Imagine-se uma vontade
naturalmente tão perfeita, uma sensibilidade naturalmente tão irrepreensível,
esta e aquela enriquecidas e super-enriquecidas de graças inefáveis,
perfeitamente correspondidas a todo o momento, e se pode ter uma idéia do que
era a Santíssima Virgem. Ou antes se pode compreender por que motivo nem sequer
se é capaz de formar uma idéia do que a Santíssima Virgem era dotada de tantas luzes
naturais e sobrenaturais, Nossa Senhora conheceu por certo a infâmia do mundo
em seus dias. E com isto amargamente sofreu. Pois quanto maior é o amor à
virtude, tanto maior é o ódio ao mal.
Ora, Maria Santíssima
tinha em si abismos de amor à virtude, e, portanto, sentia forçosamente em si
abismos de ódio ao mal. Maria era pois inimiga do mundo, do qual viveu alheia,
segregada, sem qualquer mistura nem aliança, voltada unicamente para as coisas
de Deus.
O mundo, por sua vez,
parece não ter compreendido nem amado Maria.
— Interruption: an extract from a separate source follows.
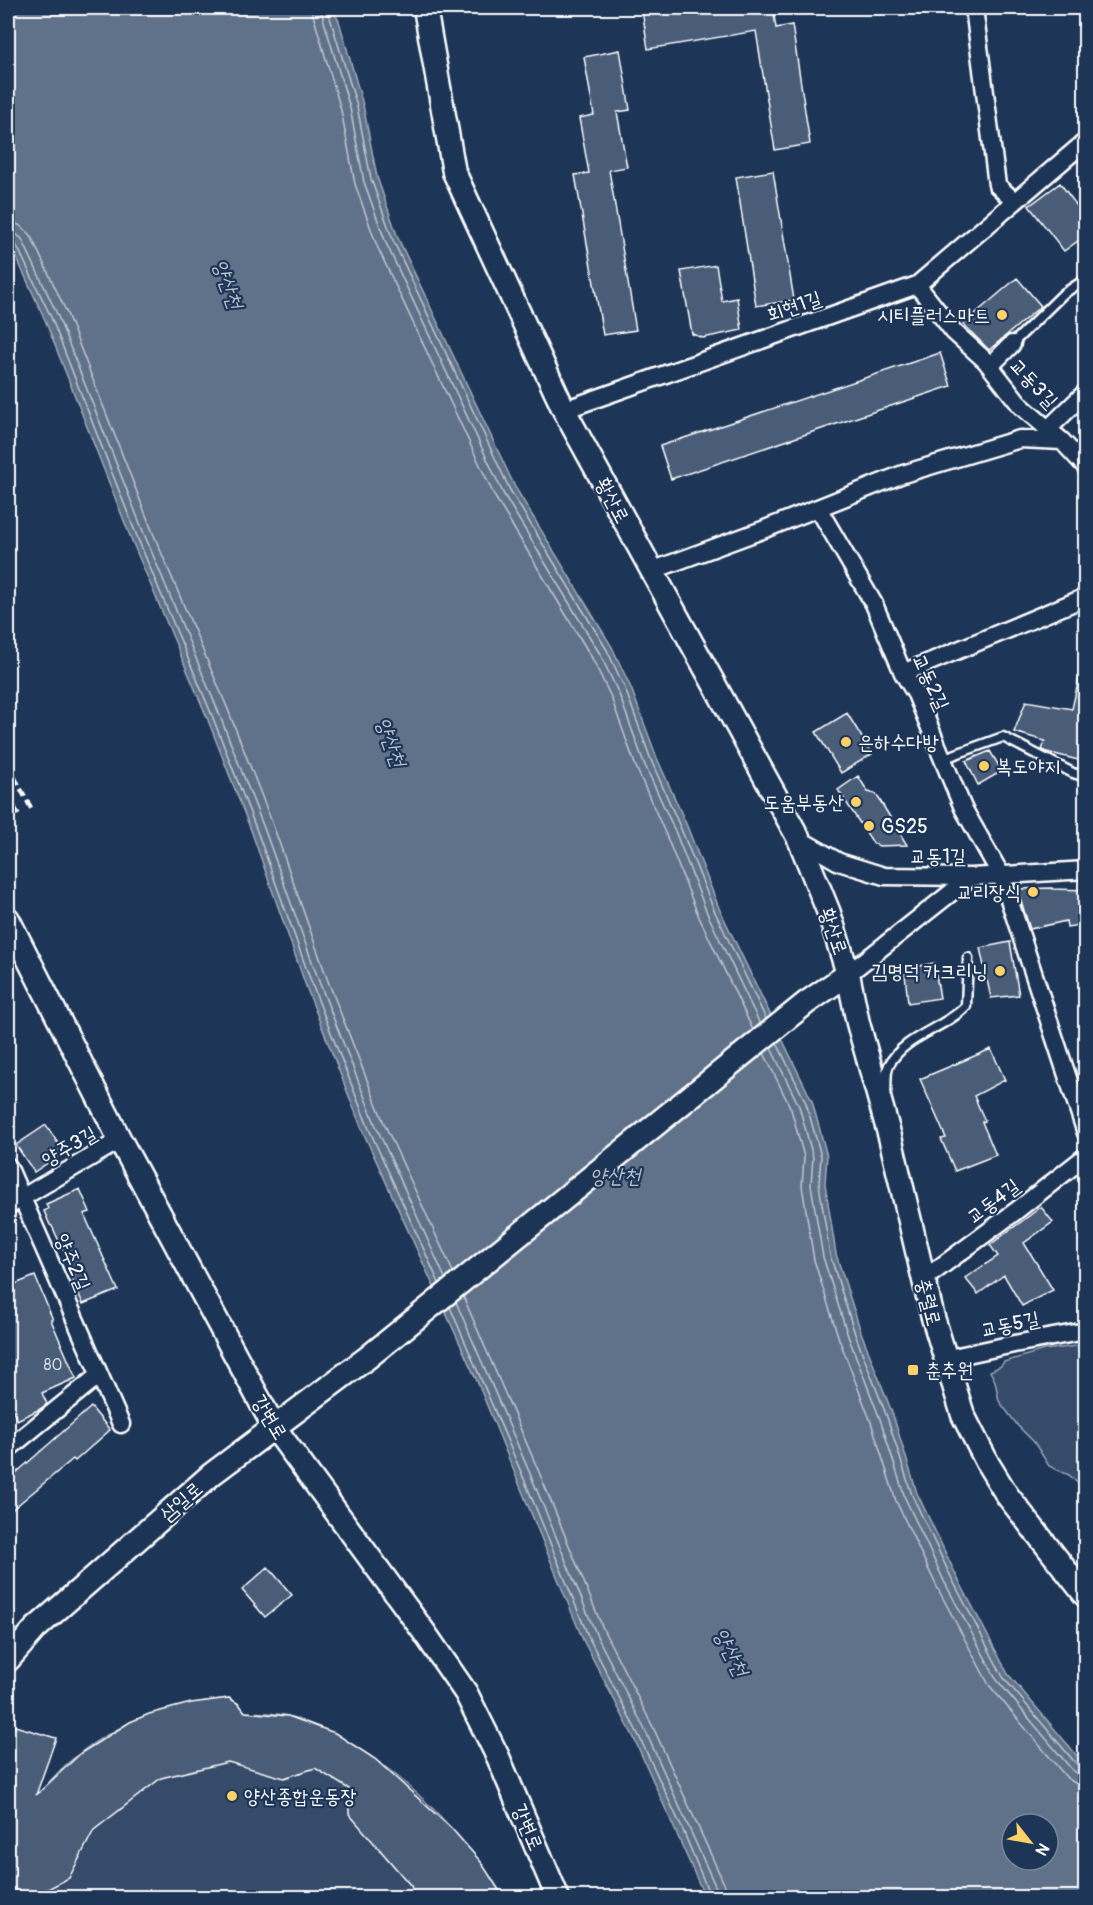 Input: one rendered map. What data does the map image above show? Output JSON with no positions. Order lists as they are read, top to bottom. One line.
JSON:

Pois não consta que lhe tivesse
tributado admiração proporcionada à sua formosura castíssima, à sua graça
nobilíssima, ao seu trato dulcíssimo, à sua caridade sempre exorável,
acessível, mais abundante do que as águas do mar e mais suave do que o mel.
E como não haveria de
ser assim? Que compreensão poderia haver entre Aquela que era toda
do Céu e aqueles que viviam só para a terra? Aquela que era toda fé, pureza,
humildade, nobreza, e aqueles que eram todos idolatria, ceticismo, heresia,
concupiscência, orgulho, vulgaridade? Aquela que era toda sabedoria, razão,
equilíbrio, senso perfeito de todas as coisas, temperança absoluta e sem mácula
nem sombra, e aqueles que eram todos desmando, extravagância, desequilíbrio,
senso errado, cacofônico, contraditório, berrante a respeito de tudo, e
intemperança crônica, sistemática, vertiginosamente crescente em tudo? Aquela
que era a fé levada por uma lógica adamantina e inflexível a todas as suas
conseqüências, e aqueles que eram o erro levado por uma lógica infernalmente
inexorável, também a suas últimas conseqüências? Ou aqueles que, renunciando a
qualquer lógica, viviam voluntariamente num pântano de contradições, em que
todas as verdades se misturavam e se poluíam na monstruosa interpenetração de
todos os erros que lhes são contrários?
“Imaculado” é uma
palavra negativa. Ela significa etimologicamente a ausência de mácula, e pois,
de todo e qualquer erro por menor que seja, de todo e qualquer pecado por mais
leve e insignificante que pareça. É a integridade absoluta na fé e na virtude.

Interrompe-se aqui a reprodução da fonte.